This MTV movie starring Ethan Hawke and Uma Thurman looks cheap, feels cheap and it is cheap. However, it’s amazing what good script can do. Story is set in one hotel room where two old friends discuss their lives and personalities and this eventually leads them to some pretty unexpected events. Tape can be considered a slow movie, but once it gets you, it does not let you go. One of those cool underground flicks with excellent performances and pretty solid scripts. I especially liked that the movie is set in one room, so it’s just the actors and the script there, kind of raw movie experience, and they managed to make it interesting. It’s also interesting to think about the types of characters present here. We have a subversive element represented by Vince, a drug dealer who likes to get high off his own supply and official guy Jon. Not to mention one hot female.

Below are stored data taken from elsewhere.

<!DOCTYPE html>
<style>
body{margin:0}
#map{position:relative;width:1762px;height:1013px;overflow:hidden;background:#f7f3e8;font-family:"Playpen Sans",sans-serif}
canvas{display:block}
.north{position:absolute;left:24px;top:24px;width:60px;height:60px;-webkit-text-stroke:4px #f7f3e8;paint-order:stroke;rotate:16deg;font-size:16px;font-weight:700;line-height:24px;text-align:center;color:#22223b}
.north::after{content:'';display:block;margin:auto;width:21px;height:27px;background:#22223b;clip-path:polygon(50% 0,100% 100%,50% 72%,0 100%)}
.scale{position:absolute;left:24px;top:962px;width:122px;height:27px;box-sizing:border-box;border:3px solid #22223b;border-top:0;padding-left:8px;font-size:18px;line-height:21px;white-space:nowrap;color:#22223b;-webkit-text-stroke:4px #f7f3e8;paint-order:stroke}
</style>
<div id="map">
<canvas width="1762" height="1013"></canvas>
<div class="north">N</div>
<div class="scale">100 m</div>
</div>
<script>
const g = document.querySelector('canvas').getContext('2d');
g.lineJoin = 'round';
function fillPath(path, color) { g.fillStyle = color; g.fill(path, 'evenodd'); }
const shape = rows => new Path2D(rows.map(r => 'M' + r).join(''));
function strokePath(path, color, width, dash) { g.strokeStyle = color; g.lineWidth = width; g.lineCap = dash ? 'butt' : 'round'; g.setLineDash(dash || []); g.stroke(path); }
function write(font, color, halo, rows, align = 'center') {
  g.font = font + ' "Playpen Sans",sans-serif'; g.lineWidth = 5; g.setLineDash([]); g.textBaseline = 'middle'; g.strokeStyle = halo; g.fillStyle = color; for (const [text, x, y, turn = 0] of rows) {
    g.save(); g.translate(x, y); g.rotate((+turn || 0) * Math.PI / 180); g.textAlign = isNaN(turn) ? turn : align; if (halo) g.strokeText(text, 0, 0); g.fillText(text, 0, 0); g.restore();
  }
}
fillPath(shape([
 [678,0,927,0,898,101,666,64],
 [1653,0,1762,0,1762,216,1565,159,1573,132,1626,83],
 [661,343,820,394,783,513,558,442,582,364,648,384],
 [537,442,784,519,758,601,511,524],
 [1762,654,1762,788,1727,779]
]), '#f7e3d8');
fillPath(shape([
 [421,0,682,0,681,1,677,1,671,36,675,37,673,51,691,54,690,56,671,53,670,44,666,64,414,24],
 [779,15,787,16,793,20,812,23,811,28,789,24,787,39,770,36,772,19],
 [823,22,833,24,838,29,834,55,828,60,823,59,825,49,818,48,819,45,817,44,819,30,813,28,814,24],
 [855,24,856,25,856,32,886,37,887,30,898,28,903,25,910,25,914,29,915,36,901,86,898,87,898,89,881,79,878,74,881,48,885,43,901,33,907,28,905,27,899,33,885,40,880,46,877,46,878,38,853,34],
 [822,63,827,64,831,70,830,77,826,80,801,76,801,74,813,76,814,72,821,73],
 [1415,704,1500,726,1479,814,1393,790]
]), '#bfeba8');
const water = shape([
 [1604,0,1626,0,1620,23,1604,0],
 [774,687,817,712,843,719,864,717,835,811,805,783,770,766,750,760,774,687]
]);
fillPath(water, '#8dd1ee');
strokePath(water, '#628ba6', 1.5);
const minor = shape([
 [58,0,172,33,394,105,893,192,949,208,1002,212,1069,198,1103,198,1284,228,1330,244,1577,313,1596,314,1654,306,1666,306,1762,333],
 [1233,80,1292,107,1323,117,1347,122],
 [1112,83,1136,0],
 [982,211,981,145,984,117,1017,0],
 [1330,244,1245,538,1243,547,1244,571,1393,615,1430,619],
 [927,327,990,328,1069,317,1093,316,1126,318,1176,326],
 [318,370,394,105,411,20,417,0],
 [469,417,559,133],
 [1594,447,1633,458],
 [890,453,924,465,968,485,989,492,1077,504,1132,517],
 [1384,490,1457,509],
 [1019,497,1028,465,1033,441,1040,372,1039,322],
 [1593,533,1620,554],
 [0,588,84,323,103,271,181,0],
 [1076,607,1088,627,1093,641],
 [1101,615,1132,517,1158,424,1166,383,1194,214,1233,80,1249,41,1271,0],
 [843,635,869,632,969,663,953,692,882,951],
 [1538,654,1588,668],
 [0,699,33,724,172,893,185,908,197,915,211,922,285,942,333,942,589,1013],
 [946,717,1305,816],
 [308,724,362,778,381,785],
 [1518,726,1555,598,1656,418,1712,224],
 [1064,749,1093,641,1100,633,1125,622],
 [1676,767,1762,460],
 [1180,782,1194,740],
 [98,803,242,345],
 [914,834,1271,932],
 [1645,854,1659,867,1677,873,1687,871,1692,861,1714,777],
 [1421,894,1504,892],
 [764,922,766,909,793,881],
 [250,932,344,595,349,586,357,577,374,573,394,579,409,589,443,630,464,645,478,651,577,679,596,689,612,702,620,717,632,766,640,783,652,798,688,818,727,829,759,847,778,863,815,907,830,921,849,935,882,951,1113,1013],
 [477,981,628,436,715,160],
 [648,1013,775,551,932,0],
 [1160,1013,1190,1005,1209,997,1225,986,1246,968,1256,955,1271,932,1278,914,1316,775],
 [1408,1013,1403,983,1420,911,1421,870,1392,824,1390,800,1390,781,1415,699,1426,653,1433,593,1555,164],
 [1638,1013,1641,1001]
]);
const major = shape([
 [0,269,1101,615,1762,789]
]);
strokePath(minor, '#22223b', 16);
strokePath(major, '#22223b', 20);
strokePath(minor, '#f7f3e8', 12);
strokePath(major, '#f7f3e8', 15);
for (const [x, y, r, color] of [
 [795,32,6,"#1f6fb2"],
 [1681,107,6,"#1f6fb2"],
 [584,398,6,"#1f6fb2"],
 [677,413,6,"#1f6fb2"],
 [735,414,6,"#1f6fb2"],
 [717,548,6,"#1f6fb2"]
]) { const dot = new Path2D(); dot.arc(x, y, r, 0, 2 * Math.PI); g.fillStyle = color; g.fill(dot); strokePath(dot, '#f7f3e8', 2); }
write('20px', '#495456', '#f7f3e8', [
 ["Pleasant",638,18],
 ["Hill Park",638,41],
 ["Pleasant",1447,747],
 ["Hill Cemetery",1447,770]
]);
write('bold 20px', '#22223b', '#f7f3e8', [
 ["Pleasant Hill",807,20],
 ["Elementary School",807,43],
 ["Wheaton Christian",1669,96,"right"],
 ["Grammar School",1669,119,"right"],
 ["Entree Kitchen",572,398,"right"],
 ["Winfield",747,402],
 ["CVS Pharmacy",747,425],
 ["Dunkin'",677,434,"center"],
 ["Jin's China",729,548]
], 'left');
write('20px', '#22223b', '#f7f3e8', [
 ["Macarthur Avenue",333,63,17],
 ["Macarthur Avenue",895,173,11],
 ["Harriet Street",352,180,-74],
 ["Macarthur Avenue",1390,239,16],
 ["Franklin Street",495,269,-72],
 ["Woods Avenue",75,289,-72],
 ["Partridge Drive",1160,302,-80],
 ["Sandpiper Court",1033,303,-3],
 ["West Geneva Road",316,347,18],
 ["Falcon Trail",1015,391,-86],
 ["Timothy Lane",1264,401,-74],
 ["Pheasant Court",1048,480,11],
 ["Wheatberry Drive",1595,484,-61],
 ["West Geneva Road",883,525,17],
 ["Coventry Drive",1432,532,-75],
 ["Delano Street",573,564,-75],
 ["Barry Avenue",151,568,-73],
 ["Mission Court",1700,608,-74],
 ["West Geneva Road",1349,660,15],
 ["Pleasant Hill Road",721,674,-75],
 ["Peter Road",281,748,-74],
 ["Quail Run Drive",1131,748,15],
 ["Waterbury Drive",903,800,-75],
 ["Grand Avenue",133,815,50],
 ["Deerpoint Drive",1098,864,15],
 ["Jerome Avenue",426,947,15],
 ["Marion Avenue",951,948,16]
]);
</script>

In Lansing, Michigan, two old friends are about to rekindle their friendship. They are meeting in a hotel room and the thing that brought them together is one documentary movie. Jon is making them now and his friend from high school Vince is there to support him. Unlike Jon, Vince is a drug dealer that sometimes works as a volunteer firefighter. The two reminisce joyfully, right up until the name Amy was mentioned. And that name will change everything…

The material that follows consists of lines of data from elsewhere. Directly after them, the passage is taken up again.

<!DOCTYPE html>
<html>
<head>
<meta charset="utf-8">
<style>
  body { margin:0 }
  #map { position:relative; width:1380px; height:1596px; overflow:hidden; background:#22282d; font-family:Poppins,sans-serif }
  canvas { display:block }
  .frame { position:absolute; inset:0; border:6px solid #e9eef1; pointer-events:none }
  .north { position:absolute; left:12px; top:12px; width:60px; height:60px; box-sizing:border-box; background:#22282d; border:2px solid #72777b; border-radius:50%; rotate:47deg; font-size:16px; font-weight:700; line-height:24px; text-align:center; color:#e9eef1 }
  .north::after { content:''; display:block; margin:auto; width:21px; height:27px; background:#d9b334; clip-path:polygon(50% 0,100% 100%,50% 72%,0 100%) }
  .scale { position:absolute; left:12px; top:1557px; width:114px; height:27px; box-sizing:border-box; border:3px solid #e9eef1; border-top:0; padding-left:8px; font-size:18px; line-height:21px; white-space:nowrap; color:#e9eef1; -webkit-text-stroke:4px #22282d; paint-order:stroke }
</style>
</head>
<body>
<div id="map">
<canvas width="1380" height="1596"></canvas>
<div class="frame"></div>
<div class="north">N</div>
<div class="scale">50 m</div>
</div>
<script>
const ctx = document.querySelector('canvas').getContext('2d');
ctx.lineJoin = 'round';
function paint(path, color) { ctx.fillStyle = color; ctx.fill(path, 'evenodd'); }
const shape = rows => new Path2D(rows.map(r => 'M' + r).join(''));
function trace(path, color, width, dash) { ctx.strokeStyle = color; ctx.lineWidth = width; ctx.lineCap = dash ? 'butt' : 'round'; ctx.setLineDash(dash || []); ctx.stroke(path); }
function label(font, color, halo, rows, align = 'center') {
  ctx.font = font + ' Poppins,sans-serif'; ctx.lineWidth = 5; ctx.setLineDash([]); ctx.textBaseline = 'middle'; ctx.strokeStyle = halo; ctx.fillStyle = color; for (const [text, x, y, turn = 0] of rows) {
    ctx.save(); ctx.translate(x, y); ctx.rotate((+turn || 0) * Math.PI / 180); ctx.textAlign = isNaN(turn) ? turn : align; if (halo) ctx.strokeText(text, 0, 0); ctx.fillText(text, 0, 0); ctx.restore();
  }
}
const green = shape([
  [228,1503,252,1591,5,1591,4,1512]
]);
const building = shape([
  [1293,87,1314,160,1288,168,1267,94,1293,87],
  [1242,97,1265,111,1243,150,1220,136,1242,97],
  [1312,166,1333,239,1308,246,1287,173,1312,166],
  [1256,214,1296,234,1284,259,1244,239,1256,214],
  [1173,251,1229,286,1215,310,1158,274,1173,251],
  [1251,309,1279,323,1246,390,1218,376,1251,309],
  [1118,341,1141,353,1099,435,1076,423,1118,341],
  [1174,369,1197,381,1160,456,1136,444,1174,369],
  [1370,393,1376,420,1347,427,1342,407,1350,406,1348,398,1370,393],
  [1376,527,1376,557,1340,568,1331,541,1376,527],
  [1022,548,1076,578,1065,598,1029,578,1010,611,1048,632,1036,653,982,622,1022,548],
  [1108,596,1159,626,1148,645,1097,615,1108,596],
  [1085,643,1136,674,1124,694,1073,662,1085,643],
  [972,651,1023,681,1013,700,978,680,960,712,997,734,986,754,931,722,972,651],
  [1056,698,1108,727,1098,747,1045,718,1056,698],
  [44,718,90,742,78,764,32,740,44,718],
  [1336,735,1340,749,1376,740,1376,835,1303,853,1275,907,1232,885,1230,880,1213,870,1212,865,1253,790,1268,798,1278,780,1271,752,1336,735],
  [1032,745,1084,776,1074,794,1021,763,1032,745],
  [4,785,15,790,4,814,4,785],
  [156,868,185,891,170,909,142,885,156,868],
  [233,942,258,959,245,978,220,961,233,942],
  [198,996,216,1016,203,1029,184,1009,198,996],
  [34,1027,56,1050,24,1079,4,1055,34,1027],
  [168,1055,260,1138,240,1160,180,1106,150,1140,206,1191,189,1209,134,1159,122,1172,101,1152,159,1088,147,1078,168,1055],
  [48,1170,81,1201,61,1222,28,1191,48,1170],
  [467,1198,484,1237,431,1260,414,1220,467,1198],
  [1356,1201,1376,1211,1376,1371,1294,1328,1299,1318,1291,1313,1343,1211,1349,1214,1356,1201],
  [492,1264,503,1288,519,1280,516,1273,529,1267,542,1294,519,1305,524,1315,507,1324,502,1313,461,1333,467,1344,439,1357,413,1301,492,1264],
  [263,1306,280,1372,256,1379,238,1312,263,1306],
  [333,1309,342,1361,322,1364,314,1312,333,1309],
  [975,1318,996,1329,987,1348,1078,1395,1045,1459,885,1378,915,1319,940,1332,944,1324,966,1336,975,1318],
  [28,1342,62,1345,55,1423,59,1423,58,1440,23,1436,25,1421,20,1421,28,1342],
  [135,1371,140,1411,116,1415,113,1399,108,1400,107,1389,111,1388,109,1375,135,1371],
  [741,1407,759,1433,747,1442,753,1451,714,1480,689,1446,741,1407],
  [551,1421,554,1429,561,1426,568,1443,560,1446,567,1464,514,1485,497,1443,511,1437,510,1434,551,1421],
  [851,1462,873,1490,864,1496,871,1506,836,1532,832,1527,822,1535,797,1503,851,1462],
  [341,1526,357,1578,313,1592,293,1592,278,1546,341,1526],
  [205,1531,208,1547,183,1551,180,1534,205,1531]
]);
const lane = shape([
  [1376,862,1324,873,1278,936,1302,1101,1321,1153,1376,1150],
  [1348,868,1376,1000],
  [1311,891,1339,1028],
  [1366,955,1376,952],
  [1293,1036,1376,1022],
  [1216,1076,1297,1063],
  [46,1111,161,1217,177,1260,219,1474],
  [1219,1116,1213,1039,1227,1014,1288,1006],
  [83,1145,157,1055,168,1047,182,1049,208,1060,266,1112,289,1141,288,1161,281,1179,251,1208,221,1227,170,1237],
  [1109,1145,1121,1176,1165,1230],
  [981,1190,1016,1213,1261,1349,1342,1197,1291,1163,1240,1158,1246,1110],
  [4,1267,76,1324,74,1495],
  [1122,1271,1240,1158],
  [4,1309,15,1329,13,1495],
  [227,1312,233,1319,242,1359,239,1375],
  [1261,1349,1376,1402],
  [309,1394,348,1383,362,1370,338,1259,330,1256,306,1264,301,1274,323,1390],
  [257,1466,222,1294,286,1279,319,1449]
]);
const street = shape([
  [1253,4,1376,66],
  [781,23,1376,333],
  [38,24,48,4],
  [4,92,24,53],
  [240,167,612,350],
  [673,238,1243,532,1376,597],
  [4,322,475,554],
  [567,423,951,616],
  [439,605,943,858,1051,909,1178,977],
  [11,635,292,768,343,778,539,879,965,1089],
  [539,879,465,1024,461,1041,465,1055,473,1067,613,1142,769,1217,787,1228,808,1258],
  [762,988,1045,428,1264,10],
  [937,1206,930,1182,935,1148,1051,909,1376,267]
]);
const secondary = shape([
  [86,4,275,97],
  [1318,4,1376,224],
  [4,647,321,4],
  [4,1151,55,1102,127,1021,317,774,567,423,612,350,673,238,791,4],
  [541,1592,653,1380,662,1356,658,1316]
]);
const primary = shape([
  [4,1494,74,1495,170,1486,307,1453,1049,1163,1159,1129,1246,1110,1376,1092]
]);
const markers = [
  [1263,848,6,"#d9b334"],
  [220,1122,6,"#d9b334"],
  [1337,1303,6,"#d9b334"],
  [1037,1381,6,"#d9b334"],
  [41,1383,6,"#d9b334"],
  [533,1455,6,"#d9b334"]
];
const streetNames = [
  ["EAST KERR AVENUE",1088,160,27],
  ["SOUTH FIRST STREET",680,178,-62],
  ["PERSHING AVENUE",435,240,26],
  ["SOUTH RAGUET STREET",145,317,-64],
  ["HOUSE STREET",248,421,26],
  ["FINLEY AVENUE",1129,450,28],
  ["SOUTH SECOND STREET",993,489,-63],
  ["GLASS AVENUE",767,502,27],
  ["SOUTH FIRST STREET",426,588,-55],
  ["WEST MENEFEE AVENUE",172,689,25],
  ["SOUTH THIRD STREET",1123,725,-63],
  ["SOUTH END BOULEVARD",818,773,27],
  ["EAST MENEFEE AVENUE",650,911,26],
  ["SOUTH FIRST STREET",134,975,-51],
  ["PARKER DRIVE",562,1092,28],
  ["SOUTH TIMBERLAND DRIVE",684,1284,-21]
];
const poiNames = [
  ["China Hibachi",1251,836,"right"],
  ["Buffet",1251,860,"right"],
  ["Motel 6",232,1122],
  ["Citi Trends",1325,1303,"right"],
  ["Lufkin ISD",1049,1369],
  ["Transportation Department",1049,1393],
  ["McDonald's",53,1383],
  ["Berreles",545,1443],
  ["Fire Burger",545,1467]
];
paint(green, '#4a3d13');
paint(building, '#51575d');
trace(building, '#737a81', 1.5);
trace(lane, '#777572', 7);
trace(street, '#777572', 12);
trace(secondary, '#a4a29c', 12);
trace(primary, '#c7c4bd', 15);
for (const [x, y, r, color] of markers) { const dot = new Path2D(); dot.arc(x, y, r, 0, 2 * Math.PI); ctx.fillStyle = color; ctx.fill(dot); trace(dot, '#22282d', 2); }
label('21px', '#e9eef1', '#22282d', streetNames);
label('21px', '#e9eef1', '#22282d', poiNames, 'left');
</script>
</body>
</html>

As you probably guessed, Tape is based on a play written by Stephen Belber. You will immediately notice that the dialogue is realistic and engaging, slowly pulling you in. When you don’t have the luxury of many sets or action sequences, you have to be very careful with the script and your characters. Belber excels at this and Linklater was able to transform this play into a very engaging movie, making Tape into something that should be watched in film schools as an example of a very cheap and effective movie. Linklater also directed some of my favorite movies like Dazed and Confused, The School of Rock, A Scanner Darkly and Bernie. Speaking of simple and effective movies, I simply have to recommend Danish masterpiece Festen. This movie was shot by the Dogme 95 rules, and if you want to know more about the movement, I will leave the link after the review.
Director: Richard Linklater
Cast: Ethan Hawke, Robert Sean Leonard, Uma Thurman
Fun Stuff: The set could not contain a working toilet, so when Vince flushes his drugs there is a cut to a “real” toilet – distinguishable by its slightly bluish water.